Sabtu, 09 Oktober 2010

मेम्बहस sajak-sajak karya empat penyair Sumut

Oleh: S. Satya Dharma

Dunia syair di Sumut tampaknya memang tak pernah kering dari bakat-bakat besar pecinta sastra. Sejumlah nama boleh saja pergi atau pralaya. Namun tunas-tunas baru segera tumbuh menggantikannya.

Keadaan ini bisa jadi karena besarnya ruang berekspresi yang diberikan media massa di daerah ini. Bahkan, seperti tak pernah jera, harian Waspada misalnya, hingga kini tetap memberi space cukup besar bagi lahirnya pengarang dan penyair berbakat di daerah ini.

Maka para pengarang besar Sumut boleh saja pergi. Hijrah ke luar daerah atau

meninggal dunia. Namun secepat kepergian mereka, secepat itu pula muncul penggantinya. Bahkan, meskipun aktivitas “bersastra” di daerah ini sempat kehilangan gairah seiring dengan perubahan iklim politik dan pergeseran orientasi budaya di masyarakat, namun karya para penyair Sumut tetap saja muncul di banyak media. Baik suratkabar, majalah ataupun antologi sastra lokal dan nasional.

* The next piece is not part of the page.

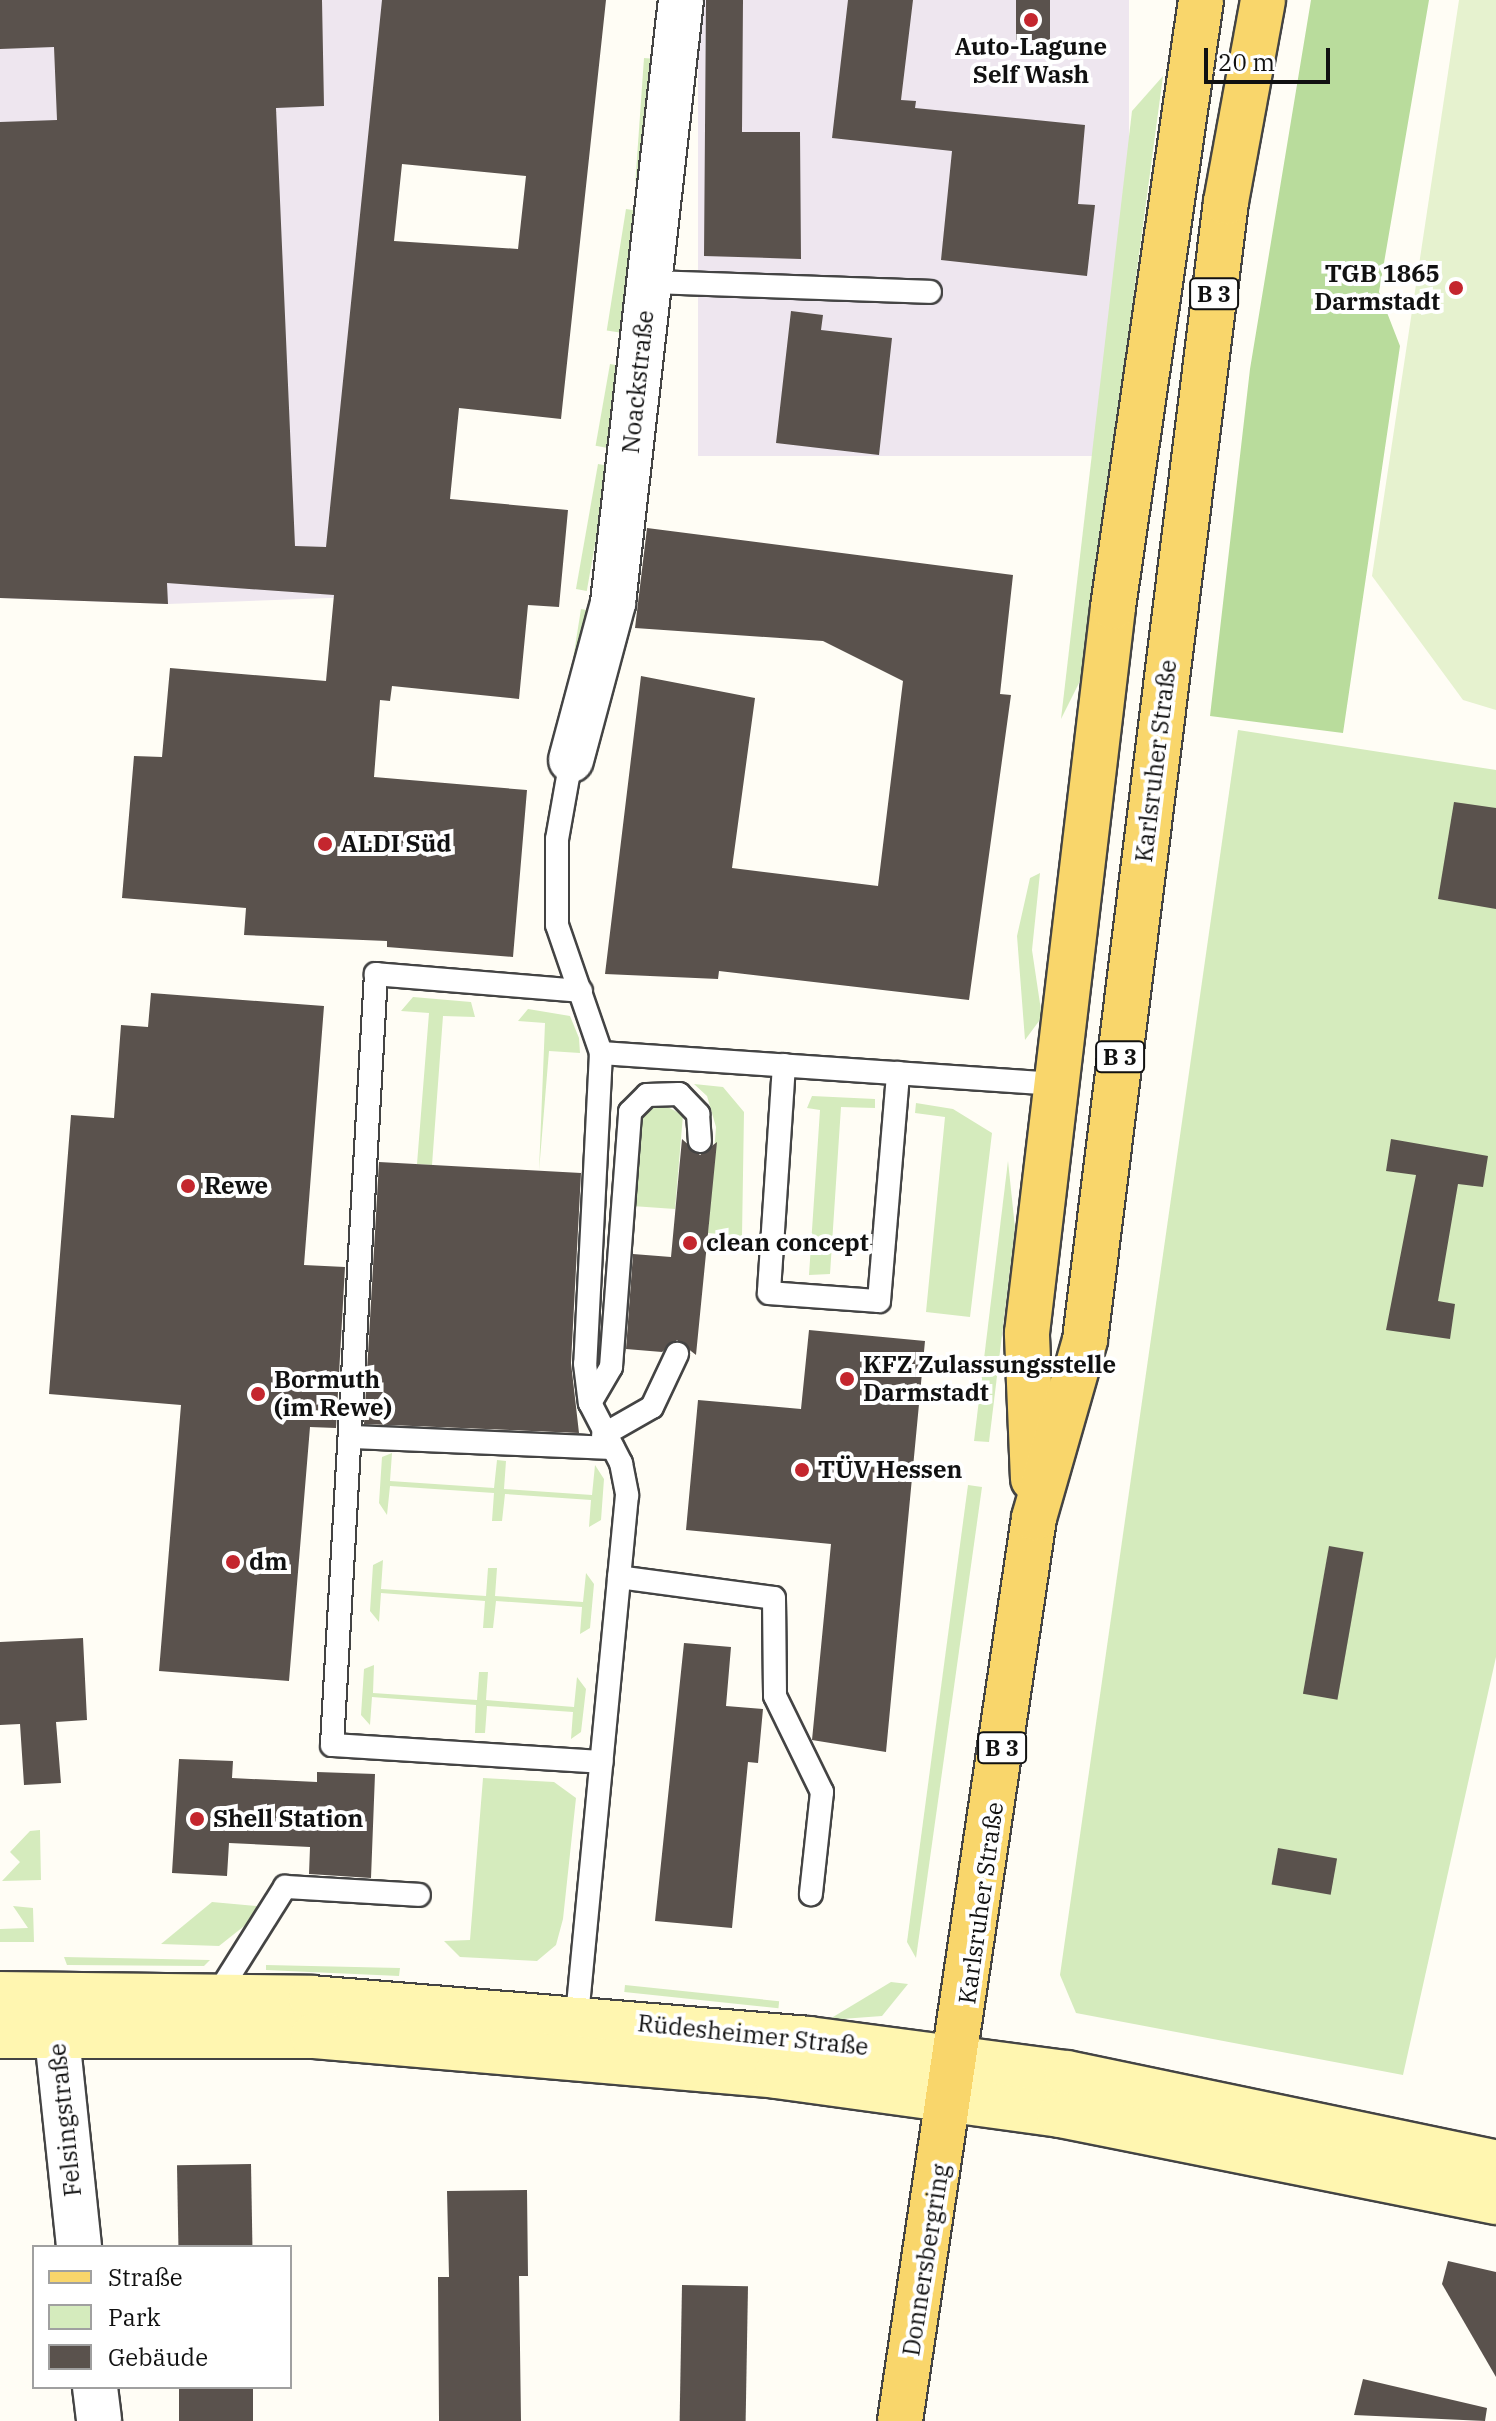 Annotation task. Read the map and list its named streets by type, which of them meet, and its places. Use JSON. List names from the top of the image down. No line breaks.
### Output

Tak hanya bakat, dunia kepenyairan di Sumut juga menawarkan banyak tema. Dari masalah cinta, alam semesta, nasionalisme, religi hingga realitas kehidupan sehari-hari. Sajak-sajak tematik itu dirangkai dalam kalimat-kalimat yang tidak saja indah, tapi kadang juga menghentak. Memantulkan kegelisahan, luka dan kepasrahan.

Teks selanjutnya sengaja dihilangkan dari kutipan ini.